Quand il faut aider les fraudeurs fiscaux, mes compatriotes suisses ont vraiment du coffre.
PAR MARC SCHINDLER
Les ministres des Finances pourchassent impitoyablement les fraudeurs fiscaux qui planquent leur fortune non-déclarée dans les banques suisses. Du coup, pour éviter le pire, les excellents gestionnaires suisses virent leurs clients étrangers: ou bien vous déclarez vos avoirs à votre administration fiscale ou bien on ferme votre compte et vous viendrez chercher vos sous à la caisse. Panique chez les fraudeurs! Voilà que la Suisse accepte de collaborer avec les Américains, les Français et les Allemands pour lutter contre l’évasion fiscale. Où mettre ma fortune à l’abri de la voracité fiscale, si même mon banquier suisse refuse mes sous?
Elémentaire, mon cher Watson, dans des coffres bien cachés. Il y a déjà deux ans que le magazine “Le Point” avait révélé la combine: «Suisse: les fraudeurs ferment leurs comptes et louent des coffres». Au coeur de Genève, à deux pas du célèbre «quartier des banques», la société Safes Fidelity – ce nom enchanteur – offre ses services discrets depuis 1990: des coffres discrets où déposer vos biens en toute sécurité – «documents, bijoux, espèces, métaux précieux, sauvegardes informatiques». Ca ne vous coûtera pas cher: 200 francs suisses par an pour un petit coffre, 10 000 pour un grand, loyer payable d’avance pour 2 ans pour un résident étranger. Le site de l’institution précise même, mais seulement dans sa version anglaise: «Louez ici un coffre-fort, hors du système bancaire». C’est ça, l’argument qui fait mouche! Pas besoin d’avoir un compte bancaire, pas besoin de remplir le questionnaire inquisitorial des banquiers suisses sur l’origine des fonds et leur déclaration au fisc national. Les société de coffres ne sont pas soumises à la Finma, le gendarme helvétique du secteur financier ni à aucune instance de régulation. Que du bonheur!
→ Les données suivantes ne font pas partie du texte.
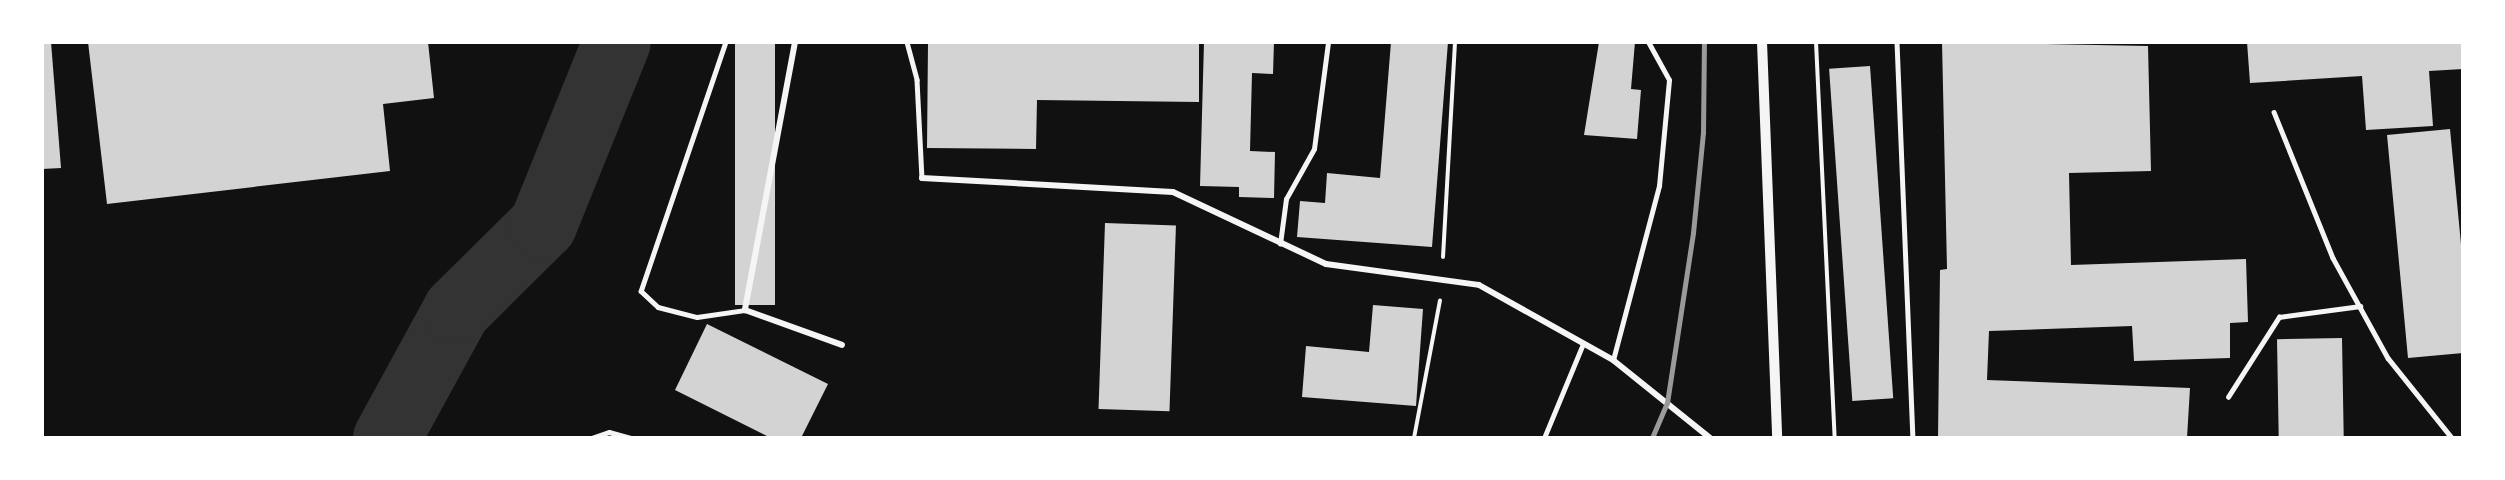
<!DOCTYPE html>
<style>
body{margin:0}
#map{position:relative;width:2505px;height:480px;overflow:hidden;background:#111;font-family:"DM Sans",sans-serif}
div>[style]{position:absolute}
.river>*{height:68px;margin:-34px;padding:0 34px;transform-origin:34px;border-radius:34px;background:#333}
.building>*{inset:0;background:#d3d3d3;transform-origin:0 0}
.path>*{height:4px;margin:-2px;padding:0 2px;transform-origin:2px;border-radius:2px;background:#f5f5f5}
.service>*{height:4.5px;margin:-2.25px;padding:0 2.25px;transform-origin:2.25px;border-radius:2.25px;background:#f5f5f5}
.minor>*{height:6px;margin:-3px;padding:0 3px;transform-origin:3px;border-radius:3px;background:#f5f5f5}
.tertiary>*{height:10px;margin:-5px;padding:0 5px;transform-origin:5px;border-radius:5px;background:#f5f5f5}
.rail>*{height:4.5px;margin:-2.25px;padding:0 2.25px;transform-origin:2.25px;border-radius:2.25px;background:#9a9a9a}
span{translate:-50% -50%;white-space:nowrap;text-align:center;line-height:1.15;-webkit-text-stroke:6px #fff;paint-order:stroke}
.frame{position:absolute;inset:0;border:44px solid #fff;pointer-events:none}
</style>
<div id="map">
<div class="river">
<div style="left:387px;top:438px;width:146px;rotate:-61.3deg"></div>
<div style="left:457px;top:310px;width:121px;rotate:-44.7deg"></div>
<div style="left:543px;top:225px;width:197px;rotate:-68deg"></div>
</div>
<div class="building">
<div style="clip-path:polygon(42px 42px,51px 42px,61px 168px,42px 169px)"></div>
<div style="clip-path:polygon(88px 42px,428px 42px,434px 98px,383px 104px,390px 171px,107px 204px)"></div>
<div style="left:735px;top:42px;width:40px;height:263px"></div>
<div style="clip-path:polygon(928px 42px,1199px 42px,1199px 102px,1037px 100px,1036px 149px,927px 148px)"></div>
<div style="clip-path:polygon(1204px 42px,1274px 42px,1273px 74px,1252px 73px,1250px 151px,1275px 152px,1274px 198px,1239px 197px,1239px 187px,1200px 186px)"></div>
<div style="clip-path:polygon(1391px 42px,1448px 42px,1432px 247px,1297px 237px,1300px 201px,1325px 203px,1327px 173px,1380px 178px)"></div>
<div style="clip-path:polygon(1599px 42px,1635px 42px,1631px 89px,1641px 90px,1637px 139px,1584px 135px)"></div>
<div style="clip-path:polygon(1942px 42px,2148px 46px,2151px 171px,2069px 173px,2071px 265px,2246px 259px,2248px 322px,2230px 323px,2230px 358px,2134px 361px,2132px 326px,1989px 331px,1987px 380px,2190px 388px,2187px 438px,1938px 438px,1940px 270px,1947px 269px)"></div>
<div style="clip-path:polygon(2247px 42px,2463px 42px,2463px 69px,2429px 71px,2433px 126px,2366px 130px,2362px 76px,2250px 83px)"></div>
<div style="left:1870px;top:66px;width:333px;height:41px;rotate:86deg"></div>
<div style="clip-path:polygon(2450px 129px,2463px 265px,2463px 353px,2408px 358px,2387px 135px)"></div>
<div style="left:1105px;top:223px;width:71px;height:186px;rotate:2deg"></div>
<div style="clip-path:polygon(1373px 305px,1423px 309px,1416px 406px,1302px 397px,1306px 346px,1369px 352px)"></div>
<div style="clip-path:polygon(707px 324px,828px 384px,801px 438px,771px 438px,675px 390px)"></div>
<div style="left:2342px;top:338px;width:100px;height:65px;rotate:89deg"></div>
</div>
<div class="path">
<div style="left:1816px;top:42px;width:396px;rotate:87.3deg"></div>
<div style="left:1443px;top:257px;width:215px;rotate:-86.8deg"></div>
<div style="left:1414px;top:438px;width:140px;rotate:-79.3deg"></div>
</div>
<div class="service">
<div style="left:726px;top:42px;width:263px;rotate:108.8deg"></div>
<div style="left:641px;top:291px;width:23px;rotate:43deg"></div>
<div style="left:658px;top:307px;width:40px;rotate:14.4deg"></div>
<div style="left:697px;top:317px;width:49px;rotate:-8.3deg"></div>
<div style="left:907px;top:42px;width:39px;rotate:75deg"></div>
<div style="left:917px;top:80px;width:98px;rotate:87.1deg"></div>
<div style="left:1897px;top:42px;width:396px;rotate:87.7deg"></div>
<div style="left:2274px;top:112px;width:157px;rotate:68deg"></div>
<div style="left:2333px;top:258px;width:114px;rotate:61.2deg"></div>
<div style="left:2388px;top:358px;width:102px;rotate:51.3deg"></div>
<div style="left:1280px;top:244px;width:45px;rotate:-82.4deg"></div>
<div style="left:1286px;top:199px;width:57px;rotate:-60.8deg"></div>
<div style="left:1314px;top:149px;width:108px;rotate:-82.5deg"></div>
<div style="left:1613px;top:360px;width:180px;rotate:-75.2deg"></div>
<div style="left:1659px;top:186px;width:106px;rotate:-84.6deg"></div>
<div style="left:1669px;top:80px;width:43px;rotate:-118.9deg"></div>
<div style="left:2228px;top:397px;width:95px;rotate:-57.5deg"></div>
<div style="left:2279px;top:317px;width:82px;rotate:-7.7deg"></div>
<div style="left:592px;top:438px;width:18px;rotate:-19deg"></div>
<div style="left:609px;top:432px;width:24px;rotate:15deg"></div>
<div style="left:1544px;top:438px;width:102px;rotate:-67.5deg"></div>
</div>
<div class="minor">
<div style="left:795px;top:42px;width:273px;rotate:100.6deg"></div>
<div style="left:745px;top:310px;width:103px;rotate:19.8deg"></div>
<div style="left:922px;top:178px;width:251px;rotate:3.2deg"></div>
<div style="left:1173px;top:192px;width:169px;rotate:25.2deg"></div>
<div style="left:1326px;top:264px;width:154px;rotate:7.8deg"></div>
<div style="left:1479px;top:285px;width:154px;rotate:29.2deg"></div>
<div style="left:1613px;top:360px;width:124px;rotate:38.8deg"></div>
</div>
<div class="tertiary">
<div style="left:1762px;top:42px;width:396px;rotate:87.8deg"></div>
</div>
<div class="rail">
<div style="left:1652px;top:438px;width:38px;rotate:-67deg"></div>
<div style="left:1667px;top:403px;width:172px;rotate:-81.3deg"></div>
<div style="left:1693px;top:233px;width:100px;rotate:-84.3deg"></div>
<div style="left:1703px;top:133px;width:91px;rotate:-89.4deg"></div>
</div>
<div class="frame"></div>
</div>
Le quotidien “Le Temps” révèle qu’une dizaine d’entreprises discrètes offrent leurs coffres aux clients chassés des banques. Comme “Amaree Safe Sàrl”, au modeste capital de 20 000 francs suisses, inscrite au registre du commerce en mars 2013, désormais contrôlée par un Français domicilié dans la campagne genevoise. La société s’est reconvertie. Elle pratiquait le conseil en formation et la gestion en personnel. Elle opère sur le créneau des société de coffres, certainement plus juteux. L’enquête du journaliste suisse ressemble à un roman d’espionnage: «On accède ensuite à un sous-sol gardé par deux interphones, des vigiles lourdement équipés et d’innombrables caméras de surveillance. Le premier interphone, à l’entrée de l’immeuble, relie le visiteur à un gardien. Le second, devant la porte blindée du sous-sol, le met en rapport avec une centrale téléphonique. Il doit lui fournir deux codes pour parvenir aux coffres. Il pénètre ensuite dans les anciens sous-sols d’une banque, fermée depuis. Les coffres qui s’y cachent s’ouvrent avec un système d’identification biométrique.» En Suisse, on ne rigole pas avec la sécurité des clients fortunés!
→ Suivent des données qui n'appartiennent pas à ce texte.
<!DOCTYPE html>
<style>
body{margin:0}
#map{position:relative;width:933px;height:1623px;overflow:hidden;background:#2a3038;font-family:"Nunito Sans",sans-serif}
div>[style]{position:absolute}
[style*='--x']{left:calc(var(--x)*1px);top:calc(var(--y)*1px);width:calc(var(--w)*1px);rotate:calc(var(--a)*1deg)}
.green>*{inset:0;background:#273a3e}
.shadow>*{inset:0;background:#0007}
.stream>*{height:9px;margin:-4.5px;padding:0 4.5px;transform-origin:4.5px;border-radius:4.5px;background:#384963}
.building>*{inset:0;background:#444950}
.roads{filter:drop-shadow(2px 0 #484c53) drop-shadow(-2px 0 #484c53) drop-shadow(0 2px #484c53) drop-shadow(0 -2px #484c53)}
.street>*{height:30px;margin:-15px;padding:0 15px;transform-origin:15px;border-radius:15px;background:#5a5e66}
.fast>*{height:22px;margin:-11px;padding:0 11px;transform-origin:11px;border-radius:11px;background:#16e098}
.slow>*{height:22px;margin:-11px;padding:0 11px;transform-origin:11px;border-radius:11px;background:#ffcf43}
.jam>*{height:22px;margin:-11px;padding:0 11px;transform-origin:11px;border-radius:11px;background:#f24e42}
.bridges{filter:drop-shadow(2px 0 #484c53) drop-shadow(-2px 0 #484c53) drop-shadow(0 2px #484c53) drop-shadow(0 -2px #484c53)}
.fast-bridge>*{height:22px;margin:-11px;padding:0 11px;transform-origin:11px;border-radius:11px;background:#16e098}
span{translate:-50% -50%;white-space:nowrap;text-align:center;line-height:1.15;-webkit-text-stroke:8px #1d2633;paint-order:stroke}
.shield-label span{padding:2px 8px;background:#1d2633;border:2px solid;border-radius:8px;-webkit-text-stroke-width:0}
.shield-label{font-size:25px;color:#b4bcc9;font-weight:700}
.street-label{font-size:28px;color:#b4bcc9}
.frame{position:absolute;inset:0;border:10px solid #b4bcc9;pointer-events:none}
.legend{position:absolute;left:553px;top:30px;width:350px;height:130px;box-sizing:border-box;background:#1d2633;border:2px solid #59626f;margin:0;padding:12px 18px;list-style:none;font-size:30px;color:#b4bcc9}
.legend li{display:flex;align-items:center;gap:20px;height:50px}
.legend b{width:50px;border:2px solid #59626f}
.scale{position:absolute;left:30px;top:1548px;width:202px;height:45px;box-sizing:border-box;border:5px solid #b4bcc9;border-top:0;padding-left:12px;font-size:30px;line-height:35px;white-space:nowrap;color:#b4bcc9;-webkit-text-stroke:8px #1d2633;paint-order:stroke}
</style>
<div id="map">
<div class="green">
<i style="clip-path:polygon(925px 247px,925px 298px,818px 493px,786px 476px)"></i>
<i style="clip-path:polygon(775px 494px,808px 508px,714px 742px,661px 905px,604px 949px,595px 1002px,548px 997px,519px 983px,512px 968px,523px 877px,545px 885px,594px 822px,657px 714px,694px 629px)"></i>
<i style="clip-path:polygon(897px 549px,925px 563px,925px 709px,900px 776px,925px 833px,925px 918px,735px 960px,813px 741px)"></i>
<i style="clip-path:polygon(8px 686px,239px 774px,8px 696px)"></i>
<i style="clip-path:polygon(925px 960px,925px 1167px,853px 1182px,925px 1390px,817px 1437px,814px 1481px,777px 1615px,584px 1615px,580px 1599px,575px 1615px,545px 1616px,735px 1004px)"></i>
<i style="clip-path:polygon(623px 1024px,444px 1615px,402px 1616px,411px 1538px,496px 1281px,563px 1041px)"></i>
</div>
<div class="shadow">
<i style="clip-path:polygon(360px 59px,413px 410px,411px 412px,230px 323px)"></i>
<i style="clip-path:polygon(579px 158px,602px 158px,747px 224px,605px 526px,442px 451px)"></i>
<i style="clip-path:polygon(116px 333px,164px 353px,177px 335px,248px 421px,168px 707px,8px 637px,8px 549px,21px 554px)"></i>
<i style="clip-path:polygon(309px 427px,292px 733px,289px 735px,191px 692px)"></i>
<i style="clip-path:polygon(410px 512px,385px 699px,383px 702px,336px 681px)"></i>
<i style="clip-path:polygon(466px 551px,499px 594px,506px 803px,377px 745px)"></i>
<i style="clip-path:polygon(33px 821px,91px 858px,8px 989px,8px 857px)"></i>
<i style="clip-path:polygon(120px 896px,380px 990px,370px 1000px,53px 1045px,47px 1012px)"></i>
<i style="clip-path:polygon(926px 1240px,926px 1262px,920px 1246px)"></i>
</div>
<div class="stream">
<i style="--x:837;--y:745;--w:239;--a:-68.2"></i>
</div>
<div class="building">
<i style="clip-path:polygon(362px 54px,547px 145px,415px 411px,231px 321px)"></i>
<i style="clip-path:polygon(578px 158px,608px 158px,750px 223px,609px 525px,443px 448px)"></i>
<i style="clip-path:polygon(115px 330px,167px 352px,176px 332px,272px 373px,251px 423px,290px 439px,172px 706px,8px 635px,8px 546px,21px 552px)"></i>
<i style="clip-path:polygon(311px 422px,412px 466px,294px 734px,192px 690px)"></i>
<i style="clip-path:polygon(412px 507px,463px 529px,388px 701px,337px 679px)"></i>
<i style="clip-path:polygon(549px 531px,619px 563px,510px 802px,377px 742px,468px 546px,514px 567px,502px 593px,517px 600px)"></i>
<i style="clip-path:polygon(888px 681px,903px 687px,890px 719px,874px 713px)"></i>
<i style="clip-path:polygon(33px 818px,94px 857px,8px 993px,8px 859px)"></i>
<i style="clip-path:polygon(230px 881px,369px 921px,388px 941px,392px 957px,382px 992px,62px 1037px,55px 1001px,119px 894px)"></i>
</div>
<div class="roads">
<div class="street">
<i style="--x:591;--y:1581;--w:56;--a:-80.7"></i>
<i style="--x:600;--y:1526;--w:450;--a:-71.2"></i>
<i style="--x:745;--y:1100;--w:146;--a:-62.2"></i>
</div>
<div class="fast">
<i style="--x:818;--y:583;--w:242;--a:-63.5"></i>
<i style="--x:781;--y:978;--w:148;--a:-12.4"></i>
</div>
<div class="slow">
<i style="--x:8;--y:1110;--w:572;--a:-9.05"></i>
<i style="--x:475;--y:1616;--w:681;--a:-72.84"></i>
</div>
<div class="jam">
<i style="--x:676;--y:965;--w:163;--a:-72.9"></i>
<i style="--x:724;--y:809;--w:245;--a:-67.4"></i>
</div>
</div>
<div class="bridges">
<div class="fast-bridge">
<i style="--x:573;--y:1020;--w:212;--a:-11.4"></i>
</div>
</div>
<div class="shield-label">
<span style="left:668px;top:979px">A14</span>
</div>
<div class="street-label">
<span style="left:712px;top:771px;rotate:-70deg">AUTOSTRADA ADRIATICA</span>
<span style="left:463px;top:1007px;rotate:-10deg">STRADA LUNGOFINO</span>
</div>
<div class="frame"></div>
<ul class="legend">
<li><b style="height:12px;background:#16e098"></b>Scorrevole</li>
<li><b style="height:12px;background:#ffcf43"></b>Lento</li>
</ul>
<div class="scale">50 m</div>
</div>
Mais, comme dit le proverbe, «le diable est dans les détails». Les banques limitent à 10 000 francs suisses les retraits en liquide sur un compte bancaire. Pour récupérer votre fortune, il vous faudra avoir recours à la société PAZ, «consultants indépendants en gouvernance, organisation et compliance», dirigée par deux anciens avocats et banquiers. Des experts de la lutte anti-blanchiment, mais aussi de la «conformité fiscale des avoirs», qui pourront vous conseiller efficacement. La «morale» de l’affaire, selon le “Temps”: «D’abord, il reste beaucoup d’argent non déclaré dans les coffres helvétiques, malgré la fin du secret bancaire et les vagues de régularisation successives. Ensuite, il est difficile de transférer ces sommes vers des places moins regardantes sur le plan fiscal».
Nicolas Sarkozy et François Hollande avaient tout faux quand ils proclamaient fièrement: les paradis fiscaux, c’est fini! Seuls les gogos gobaient ces promesses. Les banquiers suisses et les dévoués avocats des fraudeurs fiscaux répondaient à mi-voix: cause toujours!
Mais n’en va-t-il pas de même en France?
Dans l’Hexagone, faut-il déclarer scrupuleusement à son loueur de safe ce qu’il contient?
Finalement est-ce que la Suisse applique un particularisme en matière de gestion de ses coffres ou tout simplement que la sécurité générale de ce pays est pour le moment, Ô combien plus rassurante???